• **Data**:

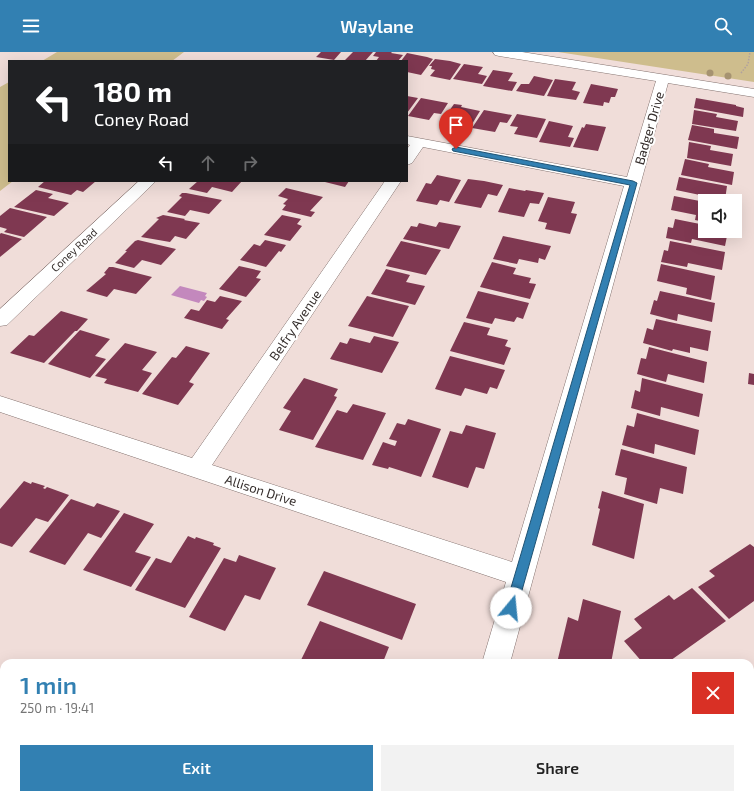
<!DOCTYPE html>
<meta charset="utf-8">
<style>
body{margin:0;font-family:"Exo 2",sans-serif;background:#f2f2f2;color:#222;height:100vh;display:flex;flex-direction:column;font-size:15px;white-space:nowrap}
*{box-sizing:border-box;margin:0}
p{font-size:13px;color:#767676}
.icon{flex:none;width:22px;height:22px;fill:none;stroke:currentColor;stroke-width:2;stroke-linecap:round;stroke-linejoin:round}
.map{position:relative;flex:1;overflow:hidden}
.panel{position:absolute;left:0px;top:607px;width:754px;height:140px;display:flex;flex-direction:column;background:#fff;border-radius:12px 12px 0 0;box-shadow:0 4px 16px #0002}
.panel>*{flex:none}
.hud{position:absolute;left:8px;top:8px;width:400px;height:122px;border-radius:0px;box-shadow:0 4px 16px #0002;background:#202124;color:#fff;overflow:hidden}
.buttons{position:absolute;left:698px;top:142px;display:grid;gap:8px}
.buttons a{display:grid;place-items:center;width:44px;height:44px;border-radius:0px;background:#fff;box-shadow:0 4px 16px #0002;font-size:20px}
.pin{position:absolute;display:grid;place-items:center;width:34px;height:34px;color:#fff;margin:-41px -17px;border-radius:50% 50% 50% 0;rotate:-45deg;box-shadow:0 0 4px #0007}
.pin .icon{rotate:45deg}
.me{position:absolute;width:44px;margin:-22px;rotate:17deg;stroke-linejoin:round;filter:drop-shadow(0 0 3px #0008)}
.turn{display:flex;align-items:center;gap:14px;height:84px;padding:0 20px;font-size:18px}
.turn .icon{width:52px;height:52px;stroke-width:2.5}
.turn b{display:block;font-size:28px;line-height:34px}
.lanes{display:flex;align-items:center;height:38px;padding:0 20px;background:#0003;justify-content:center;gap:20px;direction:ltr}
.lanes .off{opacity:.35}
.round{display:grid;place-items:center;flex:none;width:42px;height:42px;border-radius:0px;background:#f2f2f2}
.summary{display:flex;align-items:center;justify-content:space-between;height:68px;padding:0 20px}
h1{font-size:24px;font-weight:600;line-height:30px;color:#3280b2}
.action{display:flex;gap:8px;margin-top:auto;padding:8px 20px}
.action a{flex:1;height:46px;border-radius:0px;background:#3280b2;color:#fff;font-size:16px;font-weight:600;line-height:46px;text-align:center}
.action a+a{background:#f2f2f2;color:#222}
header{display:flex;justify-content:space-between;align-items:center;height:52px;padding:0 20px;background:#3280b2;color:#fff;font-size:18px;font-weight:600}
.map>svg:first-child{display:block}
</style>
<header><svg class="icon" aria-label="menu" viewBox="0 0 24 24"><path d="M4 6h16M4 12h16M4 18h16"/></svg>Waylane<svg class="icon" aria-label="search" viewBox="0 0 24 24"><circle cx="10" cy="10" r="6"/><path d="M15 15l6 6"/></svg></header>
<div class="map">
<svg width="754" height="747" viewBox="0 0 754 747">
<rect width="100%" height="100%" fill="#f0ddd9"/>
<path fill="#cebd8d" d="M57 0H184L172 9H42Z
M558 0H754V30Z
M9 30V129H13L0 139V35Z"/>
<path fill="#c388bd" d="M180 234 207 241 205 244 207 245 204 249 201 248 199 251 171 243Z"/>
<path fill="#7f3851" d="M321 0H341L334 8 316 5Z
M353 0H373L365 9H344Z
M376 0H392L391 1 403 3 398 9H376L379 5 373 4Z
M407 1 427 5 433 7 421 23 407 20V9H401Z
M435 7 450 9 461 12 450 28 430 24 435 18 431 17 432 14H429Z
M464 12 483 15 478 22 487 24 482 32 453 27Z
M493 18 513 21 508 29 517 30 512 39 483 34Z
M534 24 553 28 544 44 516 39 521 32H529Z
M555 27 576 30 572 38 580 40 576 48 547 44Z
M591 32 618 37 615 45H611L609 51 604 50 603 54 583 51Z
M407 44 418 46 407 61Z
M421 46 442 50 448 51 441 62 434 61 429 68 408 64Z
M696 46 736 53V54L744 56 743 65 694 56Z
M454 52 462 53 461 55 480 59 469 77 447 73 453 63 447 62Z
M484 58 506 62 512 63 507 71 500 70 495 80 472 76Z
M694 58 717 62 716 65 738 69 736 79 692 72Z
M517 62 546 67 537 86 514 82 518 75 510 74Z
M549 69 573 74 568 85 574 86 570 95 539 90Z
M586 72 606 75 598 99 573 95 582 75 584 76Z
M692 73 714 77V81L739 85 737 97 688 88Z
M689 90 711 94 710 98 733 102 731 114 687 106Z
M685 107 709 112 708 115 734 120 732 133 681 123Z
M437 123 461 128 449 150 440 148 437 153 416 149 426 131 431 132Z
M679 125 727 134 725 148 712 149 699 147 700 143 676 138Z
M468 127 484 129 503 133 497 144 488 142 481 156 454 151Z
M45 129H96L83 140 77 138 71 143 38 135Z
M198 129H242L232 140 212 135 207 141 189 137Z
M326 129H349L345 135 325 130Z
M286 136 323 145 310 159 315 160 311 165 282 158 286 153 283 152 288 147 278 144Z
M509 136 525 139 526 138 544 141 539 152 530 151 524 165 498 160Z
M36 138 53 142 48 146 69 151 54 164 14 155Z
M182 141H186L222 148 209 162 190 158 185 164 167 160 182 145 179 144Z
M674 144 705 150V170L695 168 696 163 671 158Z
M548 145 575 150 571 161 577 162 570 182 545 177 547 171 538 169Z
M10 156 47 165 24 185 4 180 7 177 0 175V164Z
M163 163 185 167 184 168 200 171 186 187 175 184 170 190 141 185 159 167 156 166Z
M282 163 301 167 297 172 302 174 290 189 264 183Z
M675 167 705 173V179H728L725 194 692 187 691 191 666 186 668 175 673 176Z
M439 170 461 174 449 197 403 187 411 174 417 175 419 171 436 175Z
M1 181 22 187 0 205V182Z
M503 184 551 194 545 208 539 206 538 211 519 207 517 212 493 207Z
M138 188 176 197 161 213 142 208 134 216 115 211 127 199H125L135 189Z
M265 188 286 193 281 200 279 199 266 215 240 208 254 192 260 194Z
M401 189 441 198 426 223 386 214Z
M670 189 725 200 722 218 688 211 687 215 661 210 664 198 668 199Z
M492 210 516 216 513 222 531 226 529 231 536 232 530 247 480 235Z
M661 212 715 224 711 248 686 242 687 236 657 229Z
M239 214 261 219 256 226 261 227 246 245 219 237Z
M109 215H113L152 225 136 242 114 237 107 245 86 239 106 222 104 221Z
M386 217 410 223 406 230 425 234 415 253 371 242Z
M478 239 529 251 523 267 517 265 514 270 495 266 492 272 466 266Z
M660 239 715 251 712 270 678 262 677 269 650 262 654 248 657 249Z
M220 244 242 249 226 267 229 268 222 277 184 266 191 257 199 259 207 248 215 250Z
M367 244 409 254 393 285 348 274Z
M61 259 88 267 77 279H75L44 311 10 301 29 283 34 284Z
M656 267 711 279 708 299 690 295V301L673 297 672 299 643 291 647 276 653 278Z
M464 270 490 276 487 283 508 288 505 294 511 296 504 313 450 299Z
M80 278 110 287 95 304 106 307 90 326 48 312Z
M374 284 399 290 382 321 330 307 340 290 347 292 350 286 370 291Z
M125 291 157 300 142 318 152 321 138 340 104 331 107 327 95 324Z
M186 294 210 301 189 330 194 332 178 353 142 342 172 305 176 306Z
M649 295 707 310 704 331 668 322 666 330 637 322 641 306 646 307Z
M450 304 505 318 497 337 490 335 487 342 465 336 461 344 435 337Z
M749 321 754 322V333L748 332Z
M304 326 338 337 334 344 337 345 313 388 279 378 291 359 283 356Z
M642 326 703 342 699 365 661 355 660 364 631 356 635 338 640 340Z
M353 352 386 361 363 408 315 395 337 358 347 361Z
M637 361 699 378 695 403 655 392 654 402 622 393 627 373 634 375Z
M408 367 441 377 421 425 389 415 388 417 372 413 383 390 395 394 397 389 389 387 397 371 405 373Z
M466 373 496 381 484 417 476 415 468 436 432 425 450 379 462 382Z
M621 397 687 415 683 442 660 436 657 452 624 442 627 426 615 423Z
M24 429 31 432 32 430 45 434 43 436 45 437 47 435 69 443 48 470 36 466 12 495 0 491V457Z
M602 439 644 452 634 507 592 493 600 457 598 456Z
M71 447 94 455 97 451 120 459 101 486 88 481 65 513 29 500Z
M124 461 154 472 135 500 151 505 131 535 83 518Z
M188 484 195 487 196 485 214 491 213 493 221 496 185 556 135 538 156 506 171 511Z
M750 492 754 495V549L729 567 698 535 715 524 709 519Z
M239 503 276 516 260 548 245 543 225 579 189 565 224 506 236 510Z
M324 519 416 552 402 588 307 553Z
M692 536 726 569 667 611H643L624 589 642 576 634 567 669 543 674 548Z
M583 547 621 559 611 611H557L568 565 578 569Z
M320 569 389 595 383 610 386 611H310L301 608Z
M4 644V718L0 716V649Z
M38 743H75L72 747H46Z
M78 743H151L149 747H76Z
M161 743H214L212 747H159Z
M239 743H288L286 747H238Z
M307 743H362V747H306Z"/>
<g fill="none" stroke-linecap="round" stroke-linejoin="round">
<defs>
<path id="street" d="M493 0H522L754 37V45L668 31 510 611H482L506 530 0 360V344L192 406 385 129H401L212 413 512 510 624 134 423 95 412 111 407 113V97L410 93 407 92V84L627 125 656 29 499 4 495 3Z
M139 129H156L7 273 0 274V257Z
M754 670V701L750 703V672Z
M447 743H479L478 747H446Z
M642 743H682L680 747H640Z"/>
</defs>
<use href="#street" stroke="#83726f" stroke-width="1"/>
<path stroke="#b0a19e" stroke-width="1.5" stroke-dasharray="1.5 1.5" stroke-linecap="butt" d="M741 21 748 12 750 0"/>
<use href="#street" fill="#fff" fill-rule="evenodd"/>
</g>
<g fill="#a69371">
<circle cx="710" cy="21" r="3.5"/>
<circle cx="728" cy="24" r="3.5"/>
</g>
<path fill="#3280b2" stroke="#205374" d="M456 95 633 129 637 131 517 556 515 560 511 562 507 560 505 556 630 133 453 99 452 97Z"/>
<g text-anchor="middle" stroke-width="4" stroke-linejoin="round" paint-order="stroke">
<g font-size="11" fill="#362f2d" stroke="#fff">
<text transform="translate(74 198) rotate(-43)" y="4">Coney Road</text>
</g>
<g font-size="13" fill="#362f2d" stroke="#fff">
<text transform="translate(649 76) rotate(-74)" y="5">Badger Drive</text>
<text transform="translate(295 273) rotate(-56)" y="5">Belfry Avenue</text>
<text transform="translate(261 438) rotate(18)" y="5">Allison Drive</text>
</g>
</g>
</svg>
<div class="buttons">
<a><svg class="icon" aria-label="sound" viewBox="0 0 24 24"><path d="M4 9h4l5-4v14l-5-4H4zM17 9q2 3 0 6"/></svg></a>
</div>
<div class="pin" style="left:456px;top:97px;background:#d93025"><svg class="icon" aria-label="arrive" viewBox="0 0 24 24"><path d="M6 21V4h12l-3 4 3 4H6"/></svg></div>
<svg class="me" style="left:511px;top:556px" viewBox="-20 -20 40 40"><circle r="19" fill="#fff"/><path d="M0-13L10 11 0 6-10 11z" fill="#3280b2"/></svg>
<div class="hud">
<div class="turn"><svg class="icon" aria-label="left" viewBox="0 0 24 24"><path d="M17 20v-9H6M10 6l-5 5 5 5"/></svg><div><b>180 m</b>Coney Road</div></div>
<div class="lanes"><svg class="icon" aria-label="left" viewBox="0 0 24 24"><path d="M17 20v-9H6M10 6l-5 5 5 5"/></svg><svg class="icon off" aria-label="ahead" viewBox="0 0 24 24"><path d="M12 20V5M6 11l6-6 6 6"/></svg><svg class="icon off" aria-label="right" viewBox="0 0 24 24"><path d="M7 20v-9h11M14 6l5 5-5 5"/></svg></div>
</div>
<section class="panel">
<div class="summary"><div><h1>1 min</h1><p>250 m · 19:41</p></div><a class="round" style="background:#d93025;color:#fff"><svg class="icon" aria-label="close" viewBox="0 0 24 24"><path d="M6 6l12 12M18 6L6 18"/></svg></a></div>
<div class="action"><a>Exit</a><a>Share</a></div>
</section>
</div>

• **Exercise objective**: Copy every line of the records above that contains "position".

• **Output of the task**:
.map{position:relative;flex:1;overflow:hidden}
.panel{position:absolute;left:0px;top:607px;width:754px;height:140px;display:flex;flex-direction:column;background:#fff;border-radius:12px 12px 0 0;box-shadow:0 4px 16px #0002}
.hud{position:absolute;left:8px;top:8px;width:400px;height:122px;border-radius:0px;box-shadow:0 4px 16px #0002;background:#202124;color:#fff;overflow:hidden}
.buttons{position:absolute;left:698px;top:142px;display:grid;gap:8px}
.pin{position:absolute;display:grid;place-items:center;width:34px;height:34px;color:#fff;margin:-41px -17px;border-radius:50% 50% 50% 0;rotate:-45deg;box-shadow:0 0 4px #0007}
.me{position:absolute;width:44px;margin:-22px;rotate:17deg;stroke-linejoin:round;filter:drop-shadow(0 0 3px #0008)}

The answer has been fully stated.